### WORK ITEM
In the records below, find the lines that include "connections" and copy each.

Data extracted from a collection
============

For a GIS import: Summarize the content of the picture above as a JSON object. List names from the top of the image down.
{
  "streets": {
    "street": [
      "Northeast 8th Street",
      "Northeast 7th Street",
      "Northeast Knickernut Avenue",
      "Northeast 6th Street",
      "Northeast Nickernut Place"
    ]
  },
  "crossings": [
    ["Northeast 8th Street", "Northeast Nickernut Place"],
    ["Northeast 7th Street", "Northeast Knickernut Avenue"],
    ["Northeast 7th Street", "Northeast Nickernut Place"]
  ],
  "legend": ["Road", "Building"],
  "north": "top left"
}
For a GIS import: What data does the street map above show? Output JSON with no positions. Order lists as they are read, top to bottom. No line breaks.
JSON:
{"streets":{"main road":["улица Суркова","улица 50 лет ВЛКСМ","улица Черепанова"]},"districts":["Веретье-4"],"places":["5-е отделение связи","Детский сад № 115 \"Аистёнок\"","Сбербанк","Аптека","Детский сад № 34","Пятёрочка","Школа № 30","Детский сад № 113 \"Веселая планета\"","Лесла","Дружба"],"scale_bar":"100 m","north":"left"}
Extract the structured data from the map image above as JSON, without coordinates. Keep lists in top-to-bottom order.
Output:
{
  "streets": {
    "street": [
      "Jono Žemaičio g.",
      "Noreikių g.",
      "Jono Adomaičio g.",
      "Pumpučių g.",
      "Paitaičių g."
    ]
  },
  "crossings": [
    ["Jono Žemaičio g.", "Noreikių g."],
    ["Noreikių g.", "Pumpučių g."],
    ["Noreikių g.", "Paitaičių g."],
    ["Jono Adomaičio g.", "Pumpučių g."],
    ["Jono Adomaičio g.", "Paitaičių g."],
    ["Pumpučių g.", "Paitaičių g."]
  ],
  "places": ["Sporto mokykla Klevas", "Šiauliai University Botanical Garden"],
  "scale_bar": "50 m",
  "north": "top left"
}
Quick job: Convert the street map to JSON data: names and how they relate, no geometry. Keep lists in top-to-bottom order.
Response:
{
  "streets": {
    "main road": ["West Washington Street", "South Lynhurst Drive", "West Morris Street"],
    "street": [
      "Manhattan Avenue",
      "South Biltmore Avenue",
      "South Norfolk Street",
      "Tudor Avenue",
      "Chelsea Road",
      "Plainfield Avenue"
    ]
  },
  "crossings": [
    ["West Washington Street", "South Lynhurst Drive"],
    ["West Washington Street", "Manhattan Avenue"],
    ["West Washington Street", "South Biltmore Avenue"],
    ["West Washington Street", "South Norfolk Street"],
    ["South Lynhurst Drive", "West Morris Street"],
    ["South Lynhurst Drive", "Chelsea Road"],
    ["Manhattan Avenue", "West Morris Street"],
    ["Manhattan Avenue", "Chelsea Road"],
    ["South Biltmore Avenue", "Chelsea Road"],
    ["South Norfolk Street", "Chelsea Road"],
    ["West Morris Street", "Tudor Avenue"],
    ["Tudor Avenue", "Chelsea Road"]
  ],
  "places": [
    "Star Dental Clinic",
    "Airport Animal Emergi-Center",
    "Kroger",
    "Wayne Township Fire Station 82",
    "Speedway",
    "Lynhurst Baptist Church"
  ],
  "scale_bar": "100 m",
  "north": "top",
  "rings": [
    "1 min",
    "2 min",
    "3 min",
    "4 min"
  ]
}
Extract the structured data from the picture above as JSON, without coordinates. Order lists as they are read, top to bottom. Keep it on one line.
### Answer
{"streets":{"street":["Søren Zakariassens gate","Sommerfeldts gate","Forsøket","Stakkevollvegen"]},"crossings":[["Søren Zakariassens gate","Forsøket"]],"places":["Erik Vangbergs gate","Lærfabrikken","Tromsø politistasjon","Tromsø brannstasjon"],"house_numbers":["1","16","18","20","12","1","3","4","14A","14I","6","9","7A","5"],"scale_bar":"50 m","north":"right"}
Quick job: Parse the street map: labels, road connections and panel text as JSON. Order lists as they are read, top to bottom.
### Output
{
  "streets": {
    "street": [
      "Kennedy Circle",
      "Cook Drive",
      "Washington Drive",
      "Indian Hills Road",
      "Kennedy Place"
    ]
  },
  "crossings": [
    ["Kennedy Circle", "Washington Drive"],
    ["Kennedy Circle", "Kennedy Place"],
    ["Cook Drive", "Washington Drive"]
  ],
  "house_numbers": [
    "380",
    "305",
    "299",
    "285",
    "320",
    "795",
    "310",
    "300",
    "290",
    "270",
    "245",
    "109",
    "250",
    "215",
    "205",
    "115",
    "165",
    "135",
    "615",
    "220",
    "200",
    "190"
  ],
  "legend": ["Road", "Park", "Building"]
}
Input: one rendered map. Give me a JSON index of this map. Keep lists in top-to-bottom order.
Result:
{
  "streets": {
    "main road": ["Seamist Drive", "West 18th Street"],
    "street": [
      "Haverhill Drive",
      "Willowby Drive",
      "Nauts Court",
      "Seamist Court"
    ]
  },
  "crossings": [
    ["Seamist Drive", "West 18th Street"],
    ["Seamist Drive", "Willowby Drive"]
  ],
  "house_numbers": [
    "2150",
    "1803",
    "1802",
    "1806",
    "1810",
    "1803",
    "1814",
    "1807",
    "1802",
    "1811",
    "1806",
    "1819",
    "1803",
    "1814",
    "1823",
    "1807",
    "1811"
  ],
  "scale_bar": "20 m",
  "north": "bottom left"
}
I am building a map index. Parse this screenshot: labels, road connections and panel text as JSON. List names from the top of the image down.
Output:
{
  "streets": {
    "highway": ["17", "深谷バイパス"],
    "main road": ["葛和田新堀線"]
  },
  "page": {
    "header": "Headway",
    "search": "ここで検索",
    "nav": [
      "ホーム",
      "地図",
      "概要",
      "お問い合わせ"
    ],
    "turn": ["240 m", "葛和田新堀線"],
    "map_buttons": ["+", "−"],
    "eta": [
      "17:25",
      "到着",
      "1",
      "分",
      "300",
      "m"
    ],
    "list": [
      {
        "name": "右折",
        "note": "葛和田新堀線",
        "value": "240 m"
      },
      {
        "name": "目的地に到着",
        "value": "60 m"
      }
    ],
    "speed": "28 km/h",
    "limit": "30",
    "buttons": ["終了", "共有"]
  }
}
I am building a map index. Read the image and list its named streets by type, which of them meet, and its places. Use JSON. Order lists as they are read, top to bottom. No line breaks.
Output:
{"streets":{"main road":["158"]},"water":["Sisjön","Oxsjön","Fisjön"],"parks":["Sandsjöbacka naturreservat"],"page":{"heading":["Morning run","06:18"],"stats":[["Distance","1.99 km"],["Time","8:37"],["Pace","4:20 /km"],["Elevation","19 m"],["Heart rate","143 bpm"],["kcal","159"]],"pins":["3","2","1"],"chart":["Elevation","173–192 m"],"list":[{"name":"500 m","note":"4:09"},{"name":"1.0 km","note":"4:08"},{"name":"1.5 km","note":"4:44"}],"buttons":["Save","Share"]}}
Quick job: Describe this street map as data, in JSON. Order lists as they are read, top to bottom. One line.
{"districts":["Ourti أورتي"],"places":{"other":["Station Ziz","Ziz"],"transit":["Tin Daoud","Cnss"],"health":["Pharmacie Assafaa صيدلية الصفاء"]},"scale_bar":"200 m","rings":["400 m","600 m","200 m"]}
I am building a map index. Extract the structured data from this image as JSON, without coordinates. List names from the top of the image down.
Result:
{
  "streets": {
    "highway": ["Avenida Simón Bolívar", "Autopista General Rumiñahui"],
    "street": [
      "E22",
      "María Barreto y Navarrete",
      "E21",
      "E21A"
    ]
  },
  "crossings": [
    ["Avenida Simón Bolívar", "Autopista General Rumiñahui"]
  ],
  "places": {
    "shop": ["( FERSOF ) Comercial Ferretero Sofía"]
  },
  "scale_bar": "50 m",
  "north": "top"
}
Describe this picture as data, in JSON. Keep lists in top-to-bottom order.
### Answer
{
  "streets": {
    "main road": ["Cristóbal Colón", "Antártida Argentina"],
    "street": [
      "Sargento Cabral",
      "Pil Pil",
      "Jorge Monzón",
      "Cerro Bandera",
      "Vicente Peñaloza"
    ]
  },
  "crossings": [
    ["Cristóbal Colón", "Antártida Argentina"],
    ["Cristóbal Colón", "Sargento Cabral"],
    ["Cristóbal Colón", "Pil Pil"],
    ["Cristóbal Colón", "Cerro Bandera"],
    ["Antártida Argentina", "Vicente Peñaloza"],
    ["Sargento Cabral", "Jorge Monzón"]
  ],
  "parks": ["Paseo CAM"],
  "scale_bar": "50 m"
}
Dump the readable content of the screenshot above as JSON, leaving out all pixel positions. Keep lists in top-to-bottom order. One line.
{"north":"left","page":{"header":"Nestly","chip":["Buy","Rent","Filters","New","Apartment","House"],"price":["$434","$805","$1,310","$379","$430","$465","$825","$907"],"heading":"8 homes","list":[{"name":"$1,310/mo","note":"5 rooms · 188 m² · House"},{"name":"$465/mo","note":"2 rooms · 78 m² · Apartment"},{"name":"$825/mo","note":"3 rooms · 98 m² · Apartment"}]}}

============

### REPLY
Quick job: Parse the street map: labels, road connections and panel text as JSON. Order lists as they are read, top to bottom.
I am building a map index. Parse this screenshot: labels, road connections and panel text as JSON. List names from the top of the image down.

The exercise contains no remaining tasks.